Today, the group of tribes who were first forced to live together on Nome Cult Farm in the 1850s and 1860s are collectively known as the Round Valley Indian Tribeswhich is “a confederation of small tribes: the Yuki, Wailacki, Concow, Little Lake Pomo, Nomlacki and Pit River”.
“Years of intermarriage, a common way of life and a shared land base,” say Round Valley Indian Tribes website, “a unified community has emerged. In 1936, descendants of the Yuki, Wailacki, Concow, Little Lake Pomo, Nomlacki, and Pit River peoples formed a new tribe on the reservation through the adoption of a Constitution and created the Covelo Indian Community, later called the Round Valley Indian. Tribes. Our heritage is a rich combination of different cultures with a common booking experience and history.

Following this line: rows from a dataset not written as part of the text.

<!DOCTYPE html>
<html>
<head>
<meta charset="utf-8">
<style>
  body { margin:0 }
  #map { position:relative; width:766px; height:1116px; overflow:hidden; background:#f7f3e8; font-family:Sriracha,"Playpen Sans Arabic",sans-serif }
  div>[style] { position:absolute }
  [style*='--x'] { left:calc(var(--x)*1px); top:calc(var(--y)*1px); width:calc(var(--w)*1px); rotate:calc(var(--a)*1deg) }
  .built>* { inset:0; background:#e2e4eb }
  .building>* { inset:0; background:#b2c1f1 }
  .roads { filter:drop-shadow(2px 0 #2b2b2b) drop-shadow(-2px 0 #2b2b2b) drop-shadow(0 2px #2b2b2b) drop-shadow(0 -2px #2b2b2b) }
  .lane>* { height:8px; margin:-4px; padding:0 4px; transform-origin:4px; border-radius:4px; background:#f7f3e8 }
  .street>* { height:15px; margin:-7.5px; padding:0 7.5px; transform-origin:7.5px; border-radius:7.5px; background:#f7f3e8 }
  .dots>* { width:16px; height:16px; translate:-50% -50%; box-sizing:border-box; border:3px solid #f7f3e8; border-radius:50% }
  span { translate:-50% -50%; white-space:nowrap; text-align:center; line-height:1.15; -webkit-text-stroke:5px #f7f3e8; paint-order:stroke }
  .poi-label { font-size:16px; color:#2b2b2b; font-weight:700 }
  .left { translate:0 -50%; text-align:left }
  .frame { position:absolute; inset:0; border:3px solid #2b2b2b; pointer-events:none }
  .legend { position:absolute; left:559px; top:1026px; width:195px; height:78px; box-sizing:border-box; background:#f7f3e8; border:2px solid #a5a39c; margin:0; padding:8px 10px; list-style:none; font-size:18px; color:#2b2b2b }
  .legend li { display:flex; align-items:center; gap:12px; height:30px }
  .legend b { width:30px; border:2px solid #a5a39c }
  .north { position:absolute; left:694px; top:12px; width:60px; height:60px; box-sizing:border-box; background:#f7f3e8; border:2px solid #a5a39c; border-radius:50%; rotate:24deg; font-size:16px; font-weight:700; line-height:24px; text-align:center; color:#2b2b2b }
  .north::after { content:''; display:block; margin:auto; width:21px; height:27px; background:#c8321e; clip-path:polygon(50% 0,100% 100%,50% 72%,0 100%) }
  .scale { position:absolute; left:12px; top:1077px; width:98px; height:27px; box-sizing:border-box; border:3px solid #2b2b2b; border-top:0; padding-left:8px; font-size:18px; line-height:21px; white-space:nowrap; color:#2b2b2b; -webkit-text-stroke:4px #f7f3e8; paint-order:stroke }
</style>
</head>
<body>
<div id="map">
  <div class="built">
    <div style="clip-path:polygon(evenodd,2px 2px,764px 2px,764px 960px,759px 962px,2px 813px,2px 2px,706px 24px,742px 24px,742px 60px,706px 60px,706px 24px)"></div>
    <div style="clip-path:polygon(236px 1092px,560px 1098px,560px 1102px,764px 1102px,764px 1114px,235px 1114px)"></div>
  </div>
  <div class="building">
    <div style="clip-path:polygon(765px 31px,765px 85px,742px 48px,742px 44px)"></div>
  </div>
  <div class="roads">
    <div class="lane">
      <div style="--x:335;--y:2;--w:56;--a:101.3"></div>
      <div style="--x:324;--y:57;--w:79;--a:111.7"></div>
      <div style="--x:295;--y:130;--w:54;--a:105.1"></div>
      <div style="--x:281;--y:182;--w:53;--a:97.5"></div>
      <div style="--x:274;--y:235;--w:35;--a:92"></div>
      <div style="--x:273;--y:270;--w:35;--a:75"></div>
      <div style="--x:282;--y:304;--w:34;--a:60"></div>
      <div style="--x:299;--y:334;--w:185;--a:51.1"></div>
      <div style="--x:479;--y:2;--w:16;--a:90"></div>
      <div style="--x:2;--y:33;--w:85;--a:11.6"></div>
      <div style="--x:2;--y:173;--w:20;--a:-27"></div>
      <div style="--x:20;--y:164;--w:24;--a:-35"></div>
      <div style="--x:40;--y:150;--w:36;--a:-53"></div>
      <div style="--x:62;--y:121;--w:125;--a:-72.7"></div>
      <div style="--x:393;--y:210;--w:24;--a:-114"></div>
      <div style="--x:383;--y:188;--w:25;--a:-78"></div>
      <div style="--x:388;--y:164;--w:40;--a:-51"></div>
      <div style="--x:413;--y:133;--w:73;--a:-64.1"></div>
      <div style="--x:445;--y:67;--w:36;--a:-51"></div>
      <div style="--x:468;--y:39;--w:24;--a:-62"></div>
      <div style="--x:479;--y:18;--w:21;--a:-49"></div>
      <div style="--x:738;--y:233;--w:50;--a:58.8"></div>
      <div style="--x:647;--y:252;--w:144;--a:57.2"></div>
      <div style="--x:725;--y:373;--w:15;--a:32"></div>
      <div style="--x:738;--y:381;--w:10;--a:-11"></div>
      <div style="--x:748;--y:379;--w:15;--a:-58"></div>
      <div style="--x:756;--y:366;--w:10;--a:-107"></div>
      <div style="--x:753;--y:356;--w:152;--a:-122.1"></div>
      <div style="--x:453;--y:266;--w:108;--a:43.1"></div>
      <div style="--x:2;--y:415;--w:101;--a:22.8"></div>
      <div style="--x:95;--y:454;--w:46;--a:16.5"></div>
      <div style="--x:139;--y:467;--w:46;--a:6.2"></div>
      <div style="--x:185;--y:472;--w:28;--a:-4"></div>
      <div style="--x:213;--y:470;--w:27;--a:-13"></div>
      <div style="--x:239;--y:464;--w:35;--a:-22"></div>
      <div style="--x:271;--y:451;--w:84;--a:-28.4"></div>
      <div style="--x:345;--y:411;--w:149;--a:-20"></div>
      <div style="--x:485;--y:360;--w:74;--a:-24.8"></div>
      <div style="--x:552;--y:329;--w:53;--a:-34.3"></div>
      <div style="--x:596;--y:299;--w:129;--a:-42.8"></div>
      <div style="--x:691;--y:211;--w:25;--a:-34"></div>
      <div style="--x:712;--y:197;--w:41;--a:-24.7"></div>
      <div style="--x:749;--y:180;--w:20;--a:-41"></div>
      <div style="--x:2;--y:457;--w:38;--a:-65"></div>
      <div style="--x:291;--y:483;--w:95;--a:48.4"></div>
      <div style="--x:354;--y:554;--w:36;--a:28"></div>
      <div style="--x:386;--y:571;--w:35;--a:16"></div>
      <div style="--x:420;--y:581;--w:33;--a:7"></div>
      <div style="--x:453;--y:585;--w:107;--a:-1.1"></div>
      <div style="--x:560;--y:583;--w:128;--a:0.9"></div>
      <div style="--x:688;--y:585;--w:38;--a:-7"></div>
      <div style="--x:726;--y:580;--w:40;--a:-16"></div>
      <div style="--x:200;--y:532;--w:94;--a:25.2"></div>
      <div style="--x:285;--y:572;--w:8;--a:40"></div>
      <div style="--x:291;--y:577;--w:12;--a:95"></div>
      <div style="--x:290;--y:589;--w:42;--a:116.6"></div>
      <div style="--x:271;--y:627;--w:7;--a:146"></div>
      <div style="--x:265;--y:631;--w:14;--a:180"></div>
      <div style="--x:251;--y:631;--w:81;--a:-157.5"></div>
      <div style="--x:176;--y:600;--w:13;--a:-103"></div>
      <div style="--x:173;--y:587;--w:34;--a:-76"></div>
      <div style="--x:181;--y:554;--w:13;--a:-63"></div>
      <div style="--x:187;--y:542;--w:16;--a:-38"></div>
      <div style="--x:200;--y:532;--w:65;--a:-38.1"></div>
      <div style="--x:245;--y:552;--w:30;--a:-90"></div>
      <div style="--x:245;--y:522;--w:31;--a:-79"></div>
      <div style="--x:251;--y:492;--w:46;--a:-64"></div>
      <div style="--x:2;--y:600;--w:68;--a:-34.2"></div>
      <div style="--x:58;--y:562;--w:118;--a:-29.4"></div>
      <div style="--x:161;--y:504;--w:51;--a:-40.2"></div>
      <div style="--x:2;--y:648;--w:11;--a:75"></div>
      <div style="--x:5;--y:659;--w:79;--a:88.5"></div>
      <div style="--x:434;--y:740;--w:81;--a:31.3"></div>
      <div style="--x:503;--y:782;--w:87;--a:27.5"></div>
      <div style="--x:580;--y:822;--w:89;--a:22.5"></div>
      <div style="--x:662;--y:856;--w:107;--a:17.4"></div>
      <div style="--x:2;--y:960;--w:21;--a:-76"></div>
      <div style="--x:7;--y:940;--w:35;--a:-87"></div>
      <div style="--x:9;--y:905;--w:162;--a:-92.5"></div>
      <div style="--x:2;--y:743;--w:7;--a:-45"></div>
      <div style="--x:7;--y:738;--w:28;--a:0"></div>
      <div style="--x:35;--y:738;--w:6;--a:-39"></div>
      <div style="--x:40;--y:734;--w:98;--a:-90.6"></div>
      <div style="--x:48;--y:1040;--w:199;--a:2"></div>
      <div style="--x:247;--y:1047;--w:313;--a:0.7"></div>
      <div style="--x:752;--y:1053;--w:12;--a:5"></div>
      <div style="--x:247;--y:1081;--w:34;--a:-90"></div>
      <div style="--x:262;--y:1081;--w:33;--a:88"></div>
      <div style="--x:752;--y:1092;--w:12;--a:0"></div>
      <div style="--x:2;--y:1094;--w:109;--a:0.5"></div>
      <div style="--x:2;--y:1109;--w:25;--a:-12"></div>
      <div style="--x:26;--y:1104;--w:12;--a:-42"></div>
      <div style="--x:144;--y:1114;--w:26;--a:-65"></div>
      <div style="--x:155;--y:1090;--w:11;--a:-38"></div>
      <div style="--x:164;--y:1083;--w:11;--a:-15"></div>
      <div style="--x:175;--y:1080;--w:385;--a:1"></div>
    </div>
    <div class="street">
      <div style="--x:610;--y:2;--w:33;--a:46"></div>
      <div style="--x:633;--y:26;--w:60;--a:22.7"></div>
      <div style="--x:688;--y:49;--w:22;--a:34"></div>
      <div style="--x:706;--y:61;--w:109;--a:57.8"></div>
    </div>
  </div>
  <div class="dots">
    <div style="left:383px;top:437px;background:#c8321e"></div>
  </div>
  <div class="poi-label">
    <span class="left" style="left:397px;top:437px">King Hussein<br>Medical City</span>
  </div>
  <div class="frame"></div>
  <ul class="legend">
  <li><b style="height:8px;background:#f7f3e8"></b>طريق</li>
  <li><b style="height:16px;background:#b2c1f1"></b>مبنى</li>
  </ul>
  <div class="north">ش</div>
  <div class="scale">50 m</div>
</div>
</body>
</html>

Today, the Round Valley Indian Tribes own the Hidden Oaks Casino and Golden Oaks Motel in Mendocino County. And each year, the Round Valley Indian tribes, along with the Paskenta Band of Nomlaki Indians and the Mechoopda Tribe of Maidu Indians, honor and remember those who were forced to walk to the Round Valley Reservation in 1863. The Mendocino National Forest also participates in the Nome Worship Walk, “Labour[ing] together as a partner with the tribes to complete a brochure to document the history of the trail and install interpretive signs along the route through the forest.
In 2013, which was the 150and anniversary of the Nome Cult Walk, Kenneth Wright, who at the time was President of the Round Valley Indian Tribes, pronounced“It is important that our youngest members take part in this annual event.” The theme for the March of the Nome Cult that year was, “Honor Their Memory – A Path Not Forgotten.”